#### What the exercise asks
Extract all of the data and reproduce it precisely.

#### Collected material
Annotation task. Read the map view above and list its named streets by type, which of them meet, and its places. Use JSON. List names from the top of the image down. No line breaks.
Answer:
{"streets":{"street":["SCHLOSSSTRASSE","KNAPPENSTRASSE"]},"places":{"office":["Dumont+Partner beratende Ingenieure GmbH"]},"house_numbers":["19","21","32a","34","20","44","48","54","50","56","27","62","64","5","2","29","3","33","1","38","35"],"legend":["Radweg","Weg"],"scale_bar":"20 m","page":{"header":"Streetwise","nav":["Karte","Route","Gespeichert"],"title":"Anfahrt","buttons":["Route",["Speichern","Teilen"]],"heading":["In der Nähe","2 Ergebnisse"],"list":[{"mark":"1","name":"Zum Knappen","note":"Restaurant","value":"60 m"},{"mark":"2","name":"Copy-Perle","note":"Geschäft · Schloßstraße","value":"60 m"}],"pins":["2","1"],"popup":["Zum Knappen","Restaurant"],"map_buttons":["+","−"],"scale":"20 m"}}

#### Response to this task
Annotation task. Read the map view above and list its named streets by type, which of them meet, and its places. Use JSON. List names from the top of the image down. No line breaks.
Answer:
{"streets":{"street":["SCHLOSSSTRASSE","KNAPPENSTRASSE"]},"places":{"office":["Dumont+Partner beratende Ingenieure GmbH"]},"house_numbers":["19","21","32a","34","20","44","48","54","50","56","27","62","64","5","2","29","3","33","1","38","35"],"legend":["Radweg","Weg"],"scale_bar":"20 m","page":{"header":"Streetwise","nav":["Karte","Route","Gespeichert"],"title":"Anfahrt","buttons":["Route",["Speichern","Teilen"]],"heading":["In der Nähe","2 Ergebnisse"],"list":[{"mark":"1","name":"Zum Knappen","note":"Restaurant","value":"60 m"},{"mark":"2","name":"Copy-Perle","note":"Geschäft · Schloßstraße","value":"60 m"}],"pins":["2","1"],"popup":["Zum Knappen","Restaurant"],"map_buttons":["+","−"],"scale":"20 m"}}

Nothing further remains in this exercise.